_Aim of the exercise_.
What lines in the entries hold the string "controls"? List them.

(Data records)

+===+

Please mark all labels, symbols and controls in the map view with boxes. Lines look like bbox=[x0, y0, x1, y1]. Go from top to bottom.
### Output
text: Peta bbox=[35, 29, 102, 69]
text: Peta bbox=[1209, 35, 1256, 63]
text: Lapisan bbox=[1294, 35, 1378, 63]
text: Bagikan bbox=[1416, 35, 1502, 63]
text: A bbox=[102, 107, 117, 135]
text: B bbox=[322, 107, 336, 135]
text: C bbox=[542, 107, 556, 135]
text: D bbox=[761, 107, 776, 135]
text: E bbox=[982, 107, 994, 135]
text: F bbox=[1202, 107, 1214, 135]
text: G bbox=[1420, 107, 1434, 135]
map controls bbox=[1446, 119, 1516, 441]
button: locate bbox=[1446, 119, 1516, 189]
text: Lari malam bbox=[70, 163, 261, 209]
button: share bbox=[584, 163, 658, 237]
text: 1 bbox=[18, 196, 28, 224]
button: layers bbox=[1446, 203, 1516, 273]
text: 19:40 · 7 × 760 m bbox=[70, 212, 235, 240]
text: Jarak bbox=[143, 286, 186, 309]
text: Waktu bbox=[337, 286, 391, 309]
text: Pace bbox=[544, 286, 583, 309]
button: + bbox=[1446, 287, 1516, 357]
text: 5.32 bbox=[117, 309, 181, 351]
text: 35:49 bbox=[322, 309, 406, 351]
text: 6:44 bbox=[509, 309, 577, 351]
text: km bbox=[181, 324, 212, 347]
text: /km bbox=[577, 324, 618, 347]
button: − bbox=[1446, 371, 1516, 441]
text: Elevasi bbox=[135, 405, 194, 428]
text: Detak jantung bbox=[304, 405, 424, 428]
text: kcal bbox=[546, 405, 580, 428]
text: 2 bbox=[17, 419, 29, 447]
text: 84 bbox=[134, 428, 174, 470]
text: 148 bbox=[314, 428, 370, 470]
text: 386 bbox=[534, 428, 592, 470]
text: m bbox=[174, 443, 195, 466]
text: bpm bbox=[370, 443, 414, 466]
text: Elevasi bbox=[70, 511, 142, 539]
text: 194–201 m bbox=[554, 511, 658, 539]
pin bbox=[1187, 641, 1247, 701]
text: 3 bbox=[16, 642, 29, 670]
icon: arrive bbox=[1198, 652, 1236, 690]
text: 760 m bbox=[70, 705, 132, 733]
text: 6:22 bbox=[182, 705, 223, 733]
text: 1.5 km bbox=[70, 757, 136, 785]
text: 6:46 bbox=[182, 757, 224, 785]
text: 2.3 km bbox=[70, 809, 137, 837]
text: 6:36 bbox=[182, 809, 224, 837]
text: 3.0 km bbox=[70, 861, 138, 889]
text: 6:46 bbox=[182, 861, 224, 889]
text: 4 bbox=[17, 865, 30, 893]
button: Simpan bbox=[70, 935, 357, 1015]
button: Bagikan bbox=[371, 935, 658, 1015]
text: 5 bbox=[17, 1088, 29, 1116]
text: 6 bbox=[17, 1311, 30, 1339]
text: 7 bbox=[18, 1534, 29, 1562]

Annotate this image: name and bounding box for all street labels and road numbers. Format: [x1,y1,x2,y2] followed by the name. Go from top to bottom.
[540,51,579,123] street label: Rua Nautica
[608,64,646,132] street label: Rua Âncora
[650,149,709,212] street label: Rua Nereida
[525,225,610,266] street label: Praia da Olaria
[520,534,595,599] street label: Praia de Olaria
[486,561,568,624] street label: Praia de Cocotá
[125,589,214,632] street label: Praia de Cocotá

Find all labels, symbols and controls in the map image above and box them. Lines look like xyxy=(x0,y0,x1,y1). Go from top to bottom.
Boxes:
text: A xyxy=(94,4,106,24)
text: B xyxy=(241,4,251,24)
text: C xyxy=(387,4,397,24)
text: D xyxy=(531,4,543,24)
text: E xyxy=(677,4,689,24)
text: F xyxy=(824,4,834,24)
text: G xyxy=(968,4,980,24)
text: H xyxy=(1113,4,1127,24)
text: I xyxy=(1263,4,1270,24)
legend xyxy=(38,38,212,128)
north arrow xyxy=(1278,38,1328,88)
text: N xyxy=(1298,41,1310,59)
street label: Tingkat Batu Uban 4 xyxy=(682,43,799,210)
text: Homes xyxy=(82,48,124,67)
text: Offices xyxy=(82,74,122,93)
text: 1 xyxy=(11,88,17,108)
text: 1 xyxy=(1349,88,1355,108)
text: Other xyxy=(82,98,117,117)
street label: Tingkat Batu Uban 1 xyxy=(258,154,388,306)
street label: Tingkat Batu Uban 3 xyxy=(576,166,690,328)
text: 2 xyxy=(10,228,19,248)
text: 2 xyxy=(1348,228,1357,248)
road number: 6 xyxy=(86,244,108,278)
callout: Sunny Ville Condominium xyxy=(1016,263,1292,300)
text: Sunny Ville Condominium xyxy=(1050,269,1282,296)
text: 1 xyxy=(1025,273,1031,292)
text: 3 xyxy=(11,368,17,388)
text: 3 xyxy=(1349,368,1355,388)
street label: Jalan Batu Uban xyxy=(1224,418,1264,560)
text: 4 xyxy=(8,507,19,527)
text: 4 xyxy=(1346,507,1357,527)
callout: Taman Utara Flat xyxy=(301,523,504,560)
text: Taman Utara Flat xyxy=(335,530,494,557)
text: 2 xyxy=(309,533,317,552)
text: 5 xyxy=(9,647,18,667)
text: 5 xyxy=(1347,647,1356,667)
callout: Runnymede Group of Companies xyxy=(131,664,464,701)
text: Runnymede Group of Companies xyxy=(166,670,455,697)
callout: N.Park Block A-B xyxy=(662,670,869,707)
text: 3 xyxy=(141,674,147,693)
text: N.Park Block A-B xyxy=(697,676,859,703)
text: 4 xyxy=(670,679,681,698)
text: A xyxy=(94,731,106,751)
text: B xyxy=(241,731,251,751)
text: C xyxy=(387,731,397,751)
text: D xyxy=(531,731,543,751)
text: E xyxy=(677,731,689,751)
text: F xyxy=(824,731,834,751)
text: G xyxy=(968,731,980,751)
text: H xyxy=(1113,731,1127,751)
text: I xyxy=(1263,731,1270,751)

+===+

_Solution below_.
Please mark all labels, symbols and controls in the map view with boxes. Lines look like bbox=[x0, y0, x1, y1]. Go from top to bottom.
map controls bbox=[1446, 119, 1516, 441]
Find all labels, symbols and controls in the map image above and box them. Lines look like xyxy=(x0,y0,x1,y1). Go from top to bottom.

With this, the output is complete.